Enamel Thickness Boxplot

The plot that will be reproduced here is a grouped boxplot of molar enamel thickness for humans, fossil hominins, and the extant great apes from Skinner et al. (2015) in JHE (doi: 10.1016/j.jhevol.2015.03.012). I'm a little unsure of some of the color and formatting choices in the published plot, but it's a good dataset and I want an example plot to go along with each of the entries in my bioanth datasets repository.

The data underlying this plot are included in the supplementary material of the paper and have been extracted and made available in my bioanth datasets repository.

Preliminaries

First, I always change the R option for importing strings (I find that the default convert to factor causes more problems than it solves).


In [1]:
options(stringsAsFactors=F)

You can safely ignore this next option.

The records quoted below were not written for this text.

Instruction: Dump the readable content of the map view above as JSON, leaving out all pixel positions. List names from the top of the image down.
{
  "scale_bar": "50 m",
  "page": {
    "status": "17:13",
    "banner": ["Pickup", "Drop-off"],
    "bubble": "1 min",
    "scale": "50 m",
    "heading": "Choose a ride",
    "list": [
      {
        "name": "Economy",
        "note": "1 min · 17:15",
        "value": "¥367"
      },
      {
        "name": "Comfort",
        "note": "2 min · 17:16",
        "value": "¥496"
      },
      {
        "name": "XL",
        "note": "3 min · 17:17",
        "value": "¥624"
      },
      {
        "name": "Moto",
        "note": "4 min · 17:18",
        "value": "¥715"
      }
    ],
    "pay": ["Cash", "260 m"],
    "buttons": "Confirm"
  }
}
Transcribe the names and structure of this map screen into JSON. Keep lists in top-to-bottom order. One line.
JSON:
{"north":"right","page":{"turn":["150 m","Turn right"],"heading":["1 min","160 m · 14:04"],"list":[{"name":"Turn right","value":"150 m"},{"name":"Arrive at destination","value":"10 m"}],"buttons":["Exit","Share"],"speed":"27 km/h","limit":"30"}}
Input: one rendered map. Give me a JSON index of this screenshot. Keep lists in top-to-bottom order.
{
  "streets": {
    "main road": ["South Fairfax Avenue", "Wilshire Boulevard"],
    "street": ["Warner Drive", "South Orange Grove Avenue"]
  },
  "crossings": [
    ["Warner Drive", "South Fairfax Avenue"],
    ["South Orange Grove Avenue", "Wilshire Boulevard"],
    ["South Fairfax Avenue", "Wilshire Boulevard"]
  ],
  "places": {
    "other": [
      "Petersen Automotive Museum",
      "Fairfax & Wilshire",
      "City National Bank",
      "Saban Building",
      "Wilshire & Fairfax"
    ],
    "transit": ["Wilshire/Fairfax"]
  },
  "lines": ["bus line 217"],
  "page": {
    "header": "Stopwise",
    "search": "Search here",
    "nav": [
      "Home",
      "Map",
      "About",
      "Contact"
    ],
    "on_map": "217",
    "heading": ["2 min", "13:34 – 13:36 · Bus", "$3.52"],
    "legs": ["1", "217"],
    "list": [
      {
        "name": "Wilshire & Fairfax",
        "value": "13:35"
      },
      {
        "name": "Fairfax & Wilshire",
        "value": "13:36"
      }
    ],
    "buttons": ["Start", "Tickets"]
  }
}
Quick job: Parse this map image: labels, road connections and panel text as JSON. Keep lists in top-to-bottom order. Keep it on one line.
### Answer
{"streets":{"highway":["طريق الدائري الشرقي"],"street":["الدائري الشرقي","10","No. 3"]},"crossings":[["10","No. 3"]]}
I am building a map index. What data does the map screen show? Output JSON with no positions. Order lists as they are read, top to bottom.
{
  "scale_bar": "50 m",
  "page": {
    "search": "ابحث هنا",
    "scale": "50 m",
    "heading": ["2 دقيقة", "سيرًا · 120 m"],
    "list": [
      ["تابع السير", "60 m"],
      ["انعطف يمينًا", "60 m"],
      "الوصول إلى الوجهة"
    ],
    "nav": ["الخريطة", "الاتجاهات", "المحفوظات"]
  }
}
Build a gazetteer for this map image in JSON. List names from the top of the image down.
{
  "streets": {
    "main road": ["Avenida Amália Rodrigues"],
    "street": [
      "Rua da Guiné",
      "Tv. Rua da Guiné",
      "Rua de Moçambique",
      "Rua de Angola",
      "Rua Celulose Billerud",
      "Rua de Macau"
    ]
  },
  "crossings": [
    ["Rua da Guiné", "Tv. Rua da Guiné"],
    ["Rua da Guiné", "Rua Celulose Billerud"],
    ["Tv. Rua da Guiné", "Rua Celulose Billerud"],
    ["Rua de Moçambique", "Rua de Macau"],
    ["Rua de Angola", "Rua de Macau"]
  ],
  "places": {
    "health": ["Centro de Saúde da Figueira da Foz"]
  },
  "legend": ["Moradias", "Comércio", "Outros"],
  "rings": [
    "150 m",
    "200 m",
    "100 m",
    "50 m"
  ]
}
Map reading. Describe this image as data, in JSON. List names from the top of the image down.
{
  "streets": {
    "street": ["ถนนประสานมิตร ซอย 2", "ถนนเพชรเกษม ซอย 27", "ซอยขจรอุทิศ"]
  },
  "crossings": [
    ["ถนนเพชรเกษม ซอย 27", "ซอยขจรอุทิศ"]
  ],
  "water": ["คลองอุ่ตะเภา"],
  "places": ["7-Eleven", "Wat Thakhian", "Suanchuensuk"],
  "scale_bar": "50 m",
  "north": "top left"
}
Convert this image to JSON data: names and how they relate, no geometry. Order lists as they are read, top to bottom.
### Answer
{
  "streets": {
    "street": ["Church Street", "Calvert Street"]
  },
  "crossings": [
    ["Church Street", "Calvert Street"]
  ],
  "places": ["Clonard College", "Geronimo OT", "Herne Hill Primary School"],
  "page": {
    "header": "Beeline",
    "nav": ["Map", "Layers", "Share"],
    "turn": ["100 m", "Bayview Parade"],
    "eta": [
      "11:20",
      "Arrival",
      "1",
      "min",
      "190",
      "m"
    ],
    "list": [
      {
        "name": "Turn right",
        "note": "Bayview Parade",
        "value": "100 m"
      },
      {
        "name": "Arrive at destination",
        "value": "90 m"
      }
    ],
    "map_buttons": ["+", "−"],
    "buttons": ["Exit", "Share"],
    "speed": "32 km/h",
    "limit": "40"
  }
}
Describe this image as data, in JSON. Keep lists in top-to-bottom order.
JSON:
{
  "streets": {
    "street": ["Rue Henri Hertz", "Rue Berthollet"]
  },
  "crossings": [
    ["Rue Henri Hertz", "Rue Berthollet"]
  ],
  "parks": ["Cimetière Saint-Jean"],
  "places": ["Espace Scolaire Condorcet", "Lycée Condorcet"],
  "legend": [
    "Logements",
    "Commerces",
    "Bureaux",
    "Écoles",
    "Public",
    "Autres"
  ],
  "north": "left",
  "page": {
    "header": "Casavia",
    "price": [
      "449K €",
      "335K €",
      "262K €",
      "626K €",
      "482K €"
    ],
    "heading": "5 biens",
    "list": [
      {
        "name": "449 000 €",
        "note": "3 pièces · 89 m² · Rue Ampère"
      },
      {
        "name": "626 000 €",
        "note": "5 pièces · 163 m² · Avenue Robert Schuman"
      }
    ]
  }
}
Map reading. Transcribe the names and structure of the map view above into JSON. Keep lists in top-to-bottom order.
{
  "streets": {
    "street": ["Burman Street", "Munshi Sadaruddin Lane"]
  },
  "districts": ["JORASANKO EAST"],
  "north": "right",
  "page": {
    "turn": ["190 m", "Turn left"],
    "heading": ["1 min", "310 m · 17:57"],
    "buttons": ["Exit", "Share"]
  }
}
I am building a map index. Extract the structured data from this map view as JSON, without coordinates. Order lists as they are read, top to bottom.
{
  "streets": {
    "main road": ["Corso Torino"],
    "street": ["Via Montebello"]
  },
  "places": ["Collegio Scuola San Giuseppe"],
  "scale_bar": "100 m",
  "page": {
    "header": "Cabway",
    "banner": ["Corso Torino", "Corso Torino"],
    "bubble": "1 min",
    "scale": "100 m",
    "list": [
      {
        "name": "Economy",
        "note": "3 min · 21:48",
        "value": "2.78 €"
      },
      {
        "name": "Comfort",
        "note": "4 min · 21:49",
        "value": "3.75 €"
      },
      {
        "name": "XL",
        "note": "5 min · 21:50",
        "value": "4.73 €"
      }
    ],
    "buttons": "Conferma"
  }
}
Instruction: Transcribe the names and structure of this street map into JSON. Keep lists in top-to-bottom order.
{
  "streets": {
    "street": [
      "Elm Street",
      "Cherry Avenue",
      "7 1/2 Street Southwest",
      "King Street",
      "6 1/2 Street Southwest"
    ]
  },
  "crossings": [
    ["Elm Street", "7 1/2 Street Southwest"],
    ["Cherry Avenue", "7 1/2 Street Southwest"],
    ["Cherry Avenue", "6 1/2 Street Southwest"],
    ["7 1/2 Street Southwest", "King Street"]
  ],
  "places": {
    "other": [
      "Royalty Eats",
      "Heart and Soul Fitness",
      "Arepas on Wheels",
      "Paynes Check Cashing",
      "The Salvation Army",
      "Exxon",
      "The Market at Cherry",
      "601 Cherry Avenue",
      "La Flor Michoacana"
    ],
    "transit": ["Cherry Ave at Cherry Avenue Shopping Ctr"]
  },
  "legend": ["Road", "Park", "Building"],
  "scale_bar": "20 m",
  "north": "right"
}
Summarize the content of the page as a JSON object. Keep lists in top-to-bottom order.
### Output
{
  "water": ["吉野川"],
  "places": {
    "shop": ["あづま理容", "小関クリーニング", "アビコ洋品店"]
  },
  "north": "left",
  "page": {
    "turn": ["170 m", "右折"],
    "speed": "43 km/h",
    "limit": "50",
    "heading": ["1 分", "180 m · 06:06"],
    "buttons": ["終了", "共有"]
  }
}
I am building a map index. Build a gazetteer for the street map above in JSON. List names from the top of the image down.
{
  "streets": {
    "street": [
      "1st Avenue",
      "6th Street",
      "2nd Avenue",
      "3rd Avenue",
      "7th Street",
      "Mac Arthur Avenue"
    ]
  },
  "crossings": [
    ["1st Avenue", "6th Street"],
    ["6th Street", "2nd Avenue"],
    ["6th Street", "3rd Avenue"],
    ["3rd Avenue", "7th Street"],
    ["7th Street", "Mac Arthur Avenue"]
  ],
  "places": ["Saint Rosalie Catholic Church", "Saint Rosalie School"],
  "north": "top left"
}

The default image rendering option for the system I am using here (Jupyter Notebook) does not show italic annotations on plots properly; this option change fixes that. Standard R on your system will work as it should without this option change.


In [2]:
options(jupyter.plot_mimetypes = 'image/png')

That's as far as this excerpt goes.